House Intelligence Committee Chairman Mike Rogers, R-Mich. J. Scott Applewhite/AP

Mike Rogers: Lawmakers Should Spend More Time in D.C.

Outgoing congressman says more district time, less committee work, diminishes expertise on important concerns.

Members of Congress don't spend enough time in Washington together doing detailed committee work required for expertise on the important issues confronting the nation, says outgoing House Intelligence Committee Chairman Mike Rogers.

Huh?

That sure sounds like politically dangerous "inside-the-Beltway" apostasy that most lawmakers today would adamantly avoid and reject—at least publicly.

But Rogers, first elected to Congress in 2000, is not running for reelection this fall. He would lose his chairmanship because of House GOP term limits if he stayed, anyhow.

Instead, the Michigan Republican has already announced that he will join Cumulus Media after the end of this session as a radio host. And in some ways, it seems, he's already talking like an outside observer of Congress.

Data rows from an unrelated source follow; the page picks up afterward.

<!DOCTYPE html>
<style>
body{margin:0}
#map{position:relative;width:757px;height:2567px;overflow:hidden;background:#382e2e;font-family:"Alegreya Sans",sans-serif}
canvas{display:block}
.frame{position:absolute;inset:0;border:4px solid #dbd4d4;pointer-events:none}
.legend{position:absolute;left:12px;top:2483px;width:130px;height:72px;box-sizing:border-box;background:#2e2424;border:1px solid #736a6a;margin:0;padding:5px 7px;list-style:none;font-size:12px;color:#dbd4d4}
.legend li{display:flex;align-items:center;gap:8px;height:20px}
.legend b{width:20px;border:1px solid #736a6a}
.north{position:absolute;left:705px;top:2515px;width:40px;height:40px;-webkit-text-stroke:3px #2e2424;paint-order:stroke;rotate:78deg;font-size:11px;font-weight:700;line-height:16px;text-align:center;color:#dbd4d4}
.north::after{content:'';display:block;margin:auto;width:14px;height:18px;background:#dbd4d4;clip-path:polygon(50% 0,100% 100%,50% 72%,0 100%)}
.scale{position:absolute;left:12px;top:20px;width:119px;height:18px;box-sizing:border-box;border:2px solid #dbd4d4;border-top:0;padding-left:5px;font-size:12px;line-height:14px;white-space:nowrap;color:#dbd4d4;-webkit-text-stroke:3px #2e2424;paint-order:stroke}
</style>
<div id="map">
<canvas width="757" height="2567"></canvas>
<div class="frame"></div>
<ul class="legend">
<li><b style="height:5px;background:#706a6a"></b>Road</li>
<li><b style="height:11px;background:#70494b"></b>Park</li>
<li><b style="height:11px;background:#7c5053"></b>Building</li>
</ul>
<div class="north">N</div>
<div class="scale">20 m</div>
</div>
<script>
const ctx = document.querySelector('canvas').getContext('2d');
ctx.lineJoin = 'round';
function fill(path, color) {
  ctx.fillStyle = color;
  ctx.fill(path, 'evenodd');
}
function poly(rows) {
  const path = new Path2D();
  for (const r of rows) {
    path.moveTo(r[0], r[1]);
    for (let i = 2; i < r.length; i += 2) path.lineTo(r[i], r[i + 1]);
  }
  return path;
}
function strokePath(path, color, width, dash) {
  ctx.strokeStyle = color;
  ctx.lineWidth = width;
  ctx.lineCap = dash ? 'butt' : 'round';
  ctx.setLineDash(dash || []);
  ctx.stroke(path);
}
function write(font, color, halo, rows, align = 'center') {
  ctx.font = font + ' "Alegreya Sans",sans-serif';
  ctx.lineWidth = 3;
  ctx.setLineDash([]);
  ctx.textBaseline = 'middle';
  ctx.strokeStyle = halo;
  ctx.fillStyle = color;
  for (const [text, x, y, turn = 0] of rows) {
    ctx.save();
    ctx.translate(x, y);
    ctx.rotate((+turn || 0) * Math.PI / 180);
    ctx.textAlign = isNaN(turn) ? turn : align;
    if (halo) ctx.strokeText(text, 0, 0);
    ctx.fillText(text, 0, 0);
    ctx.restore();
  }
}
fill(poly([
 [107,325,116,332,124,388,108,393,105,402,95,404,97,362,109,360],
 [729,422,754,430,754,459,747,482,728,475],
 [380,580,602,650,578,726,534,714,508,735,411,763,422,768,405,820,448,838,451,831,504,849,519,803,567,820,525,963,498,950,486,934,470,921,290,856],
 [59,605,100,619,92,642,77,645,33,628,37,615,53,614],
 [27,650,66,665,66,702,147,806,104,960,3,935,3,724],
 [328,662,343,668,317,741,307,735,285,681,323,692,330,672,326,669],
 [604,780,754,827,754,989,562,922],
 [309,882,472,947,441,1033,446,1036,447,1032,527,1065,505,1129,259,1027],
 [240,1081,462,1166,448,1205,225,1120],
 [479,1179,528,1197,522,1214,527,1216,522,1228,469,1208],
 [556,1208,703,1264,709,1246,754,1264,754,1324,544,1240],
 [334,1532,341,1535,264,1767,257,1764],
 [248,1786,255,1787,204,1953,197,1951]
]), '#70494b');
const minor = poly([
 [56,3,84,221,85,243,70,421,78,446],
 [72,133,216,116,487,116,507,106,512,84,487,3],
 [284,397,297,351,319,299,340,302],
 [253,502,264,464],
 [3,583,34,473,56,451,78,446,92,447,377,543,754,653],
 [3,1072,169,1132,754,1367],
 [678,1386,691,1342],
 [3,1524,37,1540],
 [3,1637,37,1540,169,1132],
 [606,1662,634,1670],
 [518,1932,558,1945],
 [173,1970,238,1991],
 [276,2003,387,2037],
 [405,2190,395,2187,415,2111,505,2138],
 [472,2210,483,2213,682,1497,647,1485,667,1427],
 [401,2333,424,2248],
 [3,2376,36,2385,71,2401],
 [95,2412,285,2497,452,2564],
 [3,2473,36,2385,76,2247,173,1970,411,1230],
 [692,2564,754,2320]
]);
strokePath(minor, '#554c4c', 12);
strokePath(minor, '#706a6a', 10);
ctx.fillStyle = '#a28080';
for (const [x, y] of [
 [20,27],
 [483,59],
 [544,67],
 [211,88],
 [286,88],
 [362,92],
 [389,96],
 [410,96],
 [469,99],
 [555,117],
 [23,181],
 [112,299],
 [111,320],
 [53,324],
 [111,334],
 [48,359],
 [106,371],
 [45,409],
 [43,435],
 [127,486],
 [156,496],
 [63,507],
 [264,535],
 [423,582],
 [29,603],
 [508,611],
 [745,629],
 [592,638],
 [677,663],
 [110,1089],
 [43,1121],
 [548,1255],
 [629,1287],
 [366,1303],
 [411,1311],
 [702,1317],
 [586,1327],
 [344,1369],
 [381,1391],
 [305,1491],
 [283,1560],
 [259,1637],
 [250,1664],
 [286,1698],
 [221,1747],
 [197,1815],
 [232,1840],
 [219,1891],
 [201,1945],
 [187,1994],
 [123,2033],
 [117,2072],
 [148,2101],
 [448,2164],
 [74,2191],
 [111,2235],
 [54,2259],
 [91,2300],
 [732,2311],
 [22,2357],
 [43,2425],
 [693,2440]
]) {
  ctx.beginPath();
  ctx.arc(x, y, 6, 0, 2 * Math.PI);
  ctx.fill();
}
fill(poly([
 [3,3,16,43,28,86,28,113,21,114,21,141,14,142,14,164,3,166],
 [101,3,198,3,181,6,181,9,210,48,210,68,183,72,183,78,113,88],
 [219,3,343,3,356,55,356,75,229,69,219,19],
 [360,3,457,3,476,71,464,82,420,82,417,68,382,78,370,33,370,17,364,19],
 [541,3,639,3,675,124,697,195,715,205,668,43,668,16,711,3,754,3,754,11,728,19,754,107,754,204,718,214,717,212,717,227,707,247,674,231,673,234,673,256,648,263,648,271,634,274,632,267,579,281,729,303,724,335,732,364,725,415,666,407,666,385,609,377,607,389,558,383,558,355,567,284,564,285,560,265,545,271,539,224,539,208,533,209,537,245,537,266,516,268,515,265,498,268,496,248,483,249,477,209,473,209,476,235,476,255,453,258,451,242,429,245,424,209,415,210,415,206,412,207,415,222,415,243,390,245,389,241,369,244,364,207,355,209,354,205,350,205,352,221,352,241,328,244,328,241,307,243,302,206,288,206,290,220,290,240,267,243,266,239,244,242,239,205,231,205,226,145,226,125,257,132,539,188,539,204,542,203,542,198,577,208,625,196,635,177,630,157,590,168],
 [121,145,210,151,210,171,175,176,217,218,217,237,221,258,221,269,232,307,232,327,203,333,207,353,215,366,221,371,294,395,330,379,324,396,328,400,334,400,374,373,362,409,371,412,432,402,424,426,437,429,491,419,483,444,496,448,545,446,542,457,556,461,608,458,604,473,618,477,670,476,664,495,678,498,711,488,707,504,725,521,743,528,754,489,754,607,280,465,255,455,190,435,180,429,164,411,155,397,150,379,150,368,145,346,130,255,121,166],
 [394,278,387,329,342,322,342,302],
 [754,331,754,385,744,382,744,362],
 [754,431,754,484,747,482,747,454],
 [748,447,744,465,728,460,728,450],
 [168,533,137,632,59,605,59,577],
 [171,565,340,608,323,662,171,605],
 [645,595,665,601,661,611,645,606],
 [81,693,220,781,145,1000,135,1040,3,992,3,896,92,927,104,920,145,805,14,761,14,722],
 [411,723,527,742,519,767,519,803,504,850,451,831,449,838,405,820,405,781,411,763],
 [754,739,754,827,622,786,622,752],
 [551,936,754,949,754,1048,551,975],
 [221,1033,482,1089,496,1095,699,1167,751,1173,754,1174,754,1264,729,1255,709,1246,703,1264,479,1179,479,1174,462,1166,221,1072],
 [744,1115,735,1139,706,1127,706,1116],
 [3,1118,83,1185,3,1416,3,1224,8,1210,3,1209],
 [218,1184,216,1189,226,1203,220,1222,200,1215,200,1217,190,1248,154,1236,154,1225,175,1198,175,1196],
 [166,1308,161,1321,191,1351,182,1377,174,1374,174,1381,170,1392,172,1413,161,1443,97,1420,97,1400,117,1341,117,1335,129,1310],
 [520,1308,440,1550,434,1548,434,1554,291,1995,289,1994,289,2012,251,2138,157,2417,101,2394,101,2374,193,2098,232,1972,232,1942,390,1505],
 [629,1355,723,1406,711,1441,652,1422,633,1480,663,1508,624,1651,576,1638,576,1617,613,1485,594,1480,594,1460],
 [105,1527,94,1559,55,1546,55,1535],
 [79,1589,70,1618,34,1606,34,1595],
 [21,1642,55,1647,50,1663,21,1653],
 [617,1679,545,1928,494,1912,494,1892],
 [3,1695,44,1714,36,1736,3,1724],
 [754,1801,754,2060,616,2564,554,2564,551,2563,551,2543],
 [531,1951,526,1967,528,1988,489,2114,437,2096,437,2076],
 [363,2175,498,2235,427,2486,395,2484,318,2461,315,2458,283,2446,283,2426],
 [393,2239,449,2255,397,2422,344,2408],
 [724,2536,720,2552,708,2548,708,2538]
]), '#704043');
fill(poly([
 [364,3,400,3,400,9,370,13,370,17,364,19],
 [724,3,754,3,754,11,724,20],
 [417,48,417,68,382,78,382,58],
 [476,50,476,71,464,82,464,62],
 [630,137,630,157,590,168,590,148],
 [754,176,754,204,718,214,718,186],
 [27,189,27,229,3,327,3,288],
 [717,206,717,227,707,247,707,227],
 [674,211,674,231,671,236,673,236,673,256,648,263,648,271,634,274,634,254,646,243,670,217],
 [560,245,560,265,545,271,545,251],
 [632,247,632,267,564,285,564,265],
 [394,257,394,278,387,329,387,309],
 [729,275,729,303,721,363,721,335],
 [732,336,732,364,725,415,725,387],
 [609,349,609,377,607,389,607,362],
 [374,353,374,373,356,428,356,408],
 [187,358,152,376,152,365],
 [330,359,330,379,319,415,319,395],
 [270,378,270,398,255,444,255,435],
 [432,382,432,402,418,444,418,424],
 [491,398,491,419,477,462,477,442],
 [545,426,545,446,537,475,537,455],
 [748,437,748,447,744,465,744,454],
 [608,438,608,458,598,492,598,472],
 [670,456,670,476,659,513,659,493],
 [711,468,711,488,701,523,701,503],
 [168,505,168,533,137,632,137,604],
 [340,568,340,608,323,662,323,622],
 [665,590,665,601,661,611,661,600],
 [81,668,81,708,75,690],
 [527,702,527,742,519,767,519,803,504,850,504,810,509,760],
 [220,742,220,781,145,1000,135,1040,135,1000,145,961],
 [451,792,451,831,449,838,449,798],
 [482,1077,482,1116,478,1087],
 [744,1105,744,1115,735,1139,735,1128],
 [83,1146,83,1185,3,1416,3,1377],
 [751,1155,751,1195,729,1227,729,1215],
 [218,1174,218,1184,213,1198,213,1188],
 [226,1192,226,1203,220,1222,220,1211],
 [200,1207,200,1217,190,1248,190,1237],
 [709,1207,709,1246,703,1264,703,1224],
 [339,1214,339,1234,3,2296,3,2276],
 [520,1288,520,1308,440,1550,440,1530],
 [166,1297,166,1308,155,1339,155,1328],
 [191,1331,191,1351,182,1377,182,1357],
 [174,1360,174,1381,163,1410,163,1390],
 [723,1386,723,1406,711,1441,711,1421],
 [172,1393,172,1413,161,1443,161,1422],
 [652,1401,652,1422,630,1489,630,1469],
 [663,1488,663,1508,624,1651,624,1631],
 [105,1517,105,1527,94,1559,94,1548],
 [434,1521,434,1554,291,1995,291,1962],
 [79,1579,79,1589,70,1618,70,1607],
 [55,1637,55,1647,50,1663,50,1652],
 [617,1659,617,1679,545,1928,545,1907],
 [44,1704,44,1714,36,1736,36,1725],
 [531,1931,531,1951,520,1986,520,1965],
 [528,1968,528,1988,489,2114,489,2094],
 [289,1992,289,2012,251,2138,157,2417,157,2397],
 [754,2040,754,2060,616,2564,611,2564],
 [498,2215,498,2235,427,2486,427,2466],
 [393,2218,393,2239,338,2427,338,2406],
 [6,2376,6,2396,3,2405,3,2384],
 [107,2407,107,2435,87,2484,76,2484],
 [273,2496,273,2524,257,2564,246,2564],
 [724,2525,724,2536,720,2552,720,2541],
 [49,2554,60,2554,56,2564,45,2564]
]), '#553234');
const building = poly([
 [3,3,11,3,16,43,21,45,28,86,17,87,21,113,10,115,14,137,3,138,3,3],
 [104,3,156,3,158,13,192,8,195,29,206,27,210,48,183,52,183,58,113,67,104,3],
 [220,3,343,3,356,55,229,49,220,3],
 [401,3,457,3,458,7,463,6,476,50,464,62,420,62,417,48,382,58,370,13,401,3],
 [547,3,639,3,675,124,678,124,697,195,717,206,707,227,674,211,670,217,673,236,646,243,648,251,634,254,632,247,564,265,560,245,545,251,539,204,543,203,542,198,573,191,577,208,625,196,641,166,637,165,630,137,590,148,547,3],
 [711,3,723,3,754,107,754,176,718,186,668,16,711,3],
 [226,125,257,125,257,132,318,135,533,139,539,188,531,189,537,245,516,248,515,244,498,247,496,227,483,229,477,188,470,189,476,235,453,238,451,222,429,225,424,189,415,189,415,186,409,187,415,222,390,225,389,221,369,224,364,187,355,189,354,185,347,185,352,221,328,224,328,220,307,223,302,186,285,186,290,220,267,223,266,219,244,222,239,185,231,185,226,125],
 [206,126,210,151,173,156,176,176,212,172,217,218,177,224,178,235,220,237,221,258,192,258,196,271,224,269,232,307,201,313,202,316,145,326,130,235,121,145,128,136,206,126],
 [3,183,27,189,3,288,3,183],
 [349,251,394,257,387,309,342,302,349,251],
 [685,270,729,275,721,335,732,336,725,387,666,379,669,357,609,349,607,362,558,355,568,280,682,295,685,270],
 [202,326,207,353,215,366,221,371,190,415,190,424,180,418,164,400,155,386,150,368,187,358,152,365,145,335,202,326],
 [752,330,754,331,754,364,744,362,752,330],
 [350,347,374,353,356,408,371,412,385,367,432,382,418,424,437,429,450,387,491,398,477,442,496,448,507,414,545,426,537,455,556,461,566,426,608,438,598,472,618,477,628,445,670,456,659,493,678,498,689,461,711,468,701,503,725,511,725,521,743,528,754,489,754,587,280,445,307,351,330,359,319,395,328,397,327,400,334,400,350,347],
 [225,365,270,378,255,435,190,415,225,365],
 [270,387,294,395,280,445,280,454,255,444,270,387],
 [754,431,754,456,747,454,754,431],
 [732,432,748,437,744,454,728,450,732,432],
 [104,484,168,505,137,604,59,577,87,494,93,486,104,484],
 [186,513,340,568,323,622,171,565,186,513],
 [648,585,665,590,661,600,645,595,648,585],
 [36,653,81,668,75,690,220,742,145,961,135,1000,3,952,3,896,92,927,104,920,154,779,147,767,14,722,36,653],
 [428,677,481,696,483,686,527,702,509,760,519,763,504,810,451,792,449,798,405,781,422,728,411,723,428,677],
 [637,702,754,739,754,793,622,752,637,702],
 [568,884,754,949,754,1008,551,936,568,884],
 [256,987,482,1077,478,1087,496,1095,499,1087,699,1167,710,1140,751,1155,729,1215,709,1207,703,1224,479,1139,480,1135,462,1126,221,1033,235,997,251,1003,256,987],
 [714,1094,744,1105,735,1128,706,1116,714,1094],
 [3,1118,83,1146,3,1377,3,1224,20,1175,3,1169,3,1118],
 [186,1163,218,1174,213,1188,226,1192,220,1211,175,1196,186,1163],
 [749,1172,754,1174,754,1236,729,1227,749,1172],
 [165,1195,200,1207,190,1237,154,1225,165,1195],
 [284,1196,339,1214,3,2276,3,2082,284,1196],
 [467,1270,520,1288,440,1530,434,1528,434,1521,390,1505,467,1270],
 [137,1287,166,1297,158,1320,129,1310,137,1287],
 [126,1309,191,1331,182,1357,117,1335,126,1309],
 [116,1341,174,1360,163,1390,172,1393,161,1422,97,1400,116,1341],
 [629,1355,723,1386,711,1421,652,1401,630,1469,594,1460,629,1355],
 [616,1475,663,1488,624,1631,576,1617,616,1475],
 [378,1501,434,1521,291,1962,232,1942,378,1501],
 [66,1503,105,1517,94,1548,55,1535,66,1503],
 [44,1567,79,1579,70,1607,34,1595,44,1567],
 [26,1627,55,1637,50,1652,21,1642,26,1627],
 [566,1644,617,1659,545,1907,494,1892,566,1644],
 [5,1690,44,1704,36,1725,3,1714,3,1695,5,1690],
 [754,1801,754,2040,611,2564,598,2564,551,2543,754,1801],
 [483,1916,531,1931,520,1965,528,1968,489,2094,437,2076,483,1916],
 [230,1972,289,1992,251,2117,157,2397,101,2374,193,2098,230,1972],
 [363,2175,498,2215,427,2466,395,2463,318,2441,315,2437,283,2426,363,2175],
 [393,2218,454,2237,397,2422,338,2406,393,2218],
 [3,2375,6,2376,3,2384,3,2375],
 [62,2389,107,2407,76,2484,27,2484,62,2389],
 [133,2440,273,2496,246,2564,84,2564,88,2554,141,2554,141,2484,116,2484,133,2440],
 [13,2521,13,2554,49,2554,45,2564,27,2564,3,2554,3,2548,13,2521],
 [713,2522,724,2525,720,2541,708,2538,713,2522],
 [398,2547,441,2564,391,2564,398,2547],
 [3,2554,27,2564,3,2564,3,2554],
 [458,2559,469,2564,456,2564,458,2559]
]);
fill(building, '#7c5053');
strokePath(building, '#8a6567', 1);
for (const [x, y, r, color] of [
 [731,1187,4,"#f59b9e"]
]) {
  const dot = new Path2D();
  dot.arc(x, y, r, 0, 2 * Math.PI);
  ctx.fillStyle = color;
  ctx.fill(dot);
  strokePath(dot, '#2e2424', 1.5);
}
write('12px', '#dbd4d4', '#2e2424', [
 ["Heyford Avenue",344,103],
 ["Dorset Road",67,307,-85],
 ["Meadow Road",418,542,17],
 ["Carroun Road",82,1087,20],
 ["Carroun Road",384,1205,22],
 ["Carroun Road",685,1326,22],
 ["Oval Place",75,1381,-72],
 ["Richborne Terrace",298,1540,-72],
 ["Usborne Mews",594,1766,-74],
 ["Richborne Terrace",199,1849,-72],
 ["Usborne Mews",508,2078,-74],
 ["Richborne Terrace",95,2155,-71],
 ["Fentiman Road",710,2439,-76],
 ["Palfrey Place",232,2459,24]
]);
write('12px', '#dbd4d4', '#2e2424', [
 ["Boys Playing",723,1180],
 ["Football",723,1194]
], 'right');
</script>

Speaking Wednesday to reporters on Capitol Hill during a Christian Science Monitor breakfast, Rogers did speak solemnly about Iraq and how the intelligence reporting from Iraq "sends chills down my spine" over the possibility of a terrorist attack against the United States.

But his conversation touched on other matters, including his belief that lawmakers needed to spend more time working within their committees and with each other in Washington.

"The problem we've gotten ourselves into in Congress is, we get yanked around in some of the populist trends at home," said Rogers.

He said that includes the notion that it's necessarily better for lawmakers to be at home—one example, he says, in which his party leadership has geared itself to "the smallest part of the majority."

But Rogers says the reality is that the less time spent in committee work and focusing on specific issues within the various topical committee jurisdictions, the more diminished that overall congressional expertise on those topics become.

"If every member is a generalist, then we are going to have a problem," he said.

He said there needs to be "more time in committee working on these issues; if that means staying in D.C. five days a week, then so be it."

In the weeks before Republicans took over the House majority in 2011, then-incoming Majority Leader Eric Cantor actually played up how the new House legislative calendar would be overhauled—including by giving members more time in their districts to listen to constituents.

What has been in place ever since is essentially a schedule of the House being in session for two weeks, followed by one week off. And rarely do session weeks last four days; more typically they last three.

Turns out, Rogers is not alone this week in his view that Congress is not in Washington enough and that lawmakers should place more emphasis on committee work.

On Tuesday, the Bipartisan Police Center's Commission on Political Reform released a "blueprint to strengthen our democracy." And in that report, the commission takes note that members are spending more time in their home districts, with shorter workweeks in Washington and more state and local "district work periods."

The report says, "Members typically arrive in Washington on Tuesday for votes scheduled to start in the evening that day and leave after votes on Thursday afternoon. This truncated schedule leaves only one full day—Wednesday—for committee hearings, markups, and the other necessary ingredients for fruitful legislating."

The commission does acknowledge that the media and potential opponents often criticize members for not spending maximum time in their district. But the upshot, it says, is that this has led to less interaction among members themselves, or time to make real overtures to each other on shared interests and issues.

The report goes on to say that "these developments have coincided with a decrease in the powers and influence of congressional committees and the centralization of power in the party leadership."

"The weakening of the committee system in Congress has had a very deleterious effect: It has deprived Congress of the opportunity to build stronger networks of expertise and experience, limited opportunities for collaboration and team-building, and contributed to a sense of disenfranchisement among many rank-and-file members," the report adds.

A solution offered by the commission: Changes to the legislative calendar that would include synchronized five-day workweeks in Washington for the House and Senate, with three weeks in session followed by one-week state and district work periods.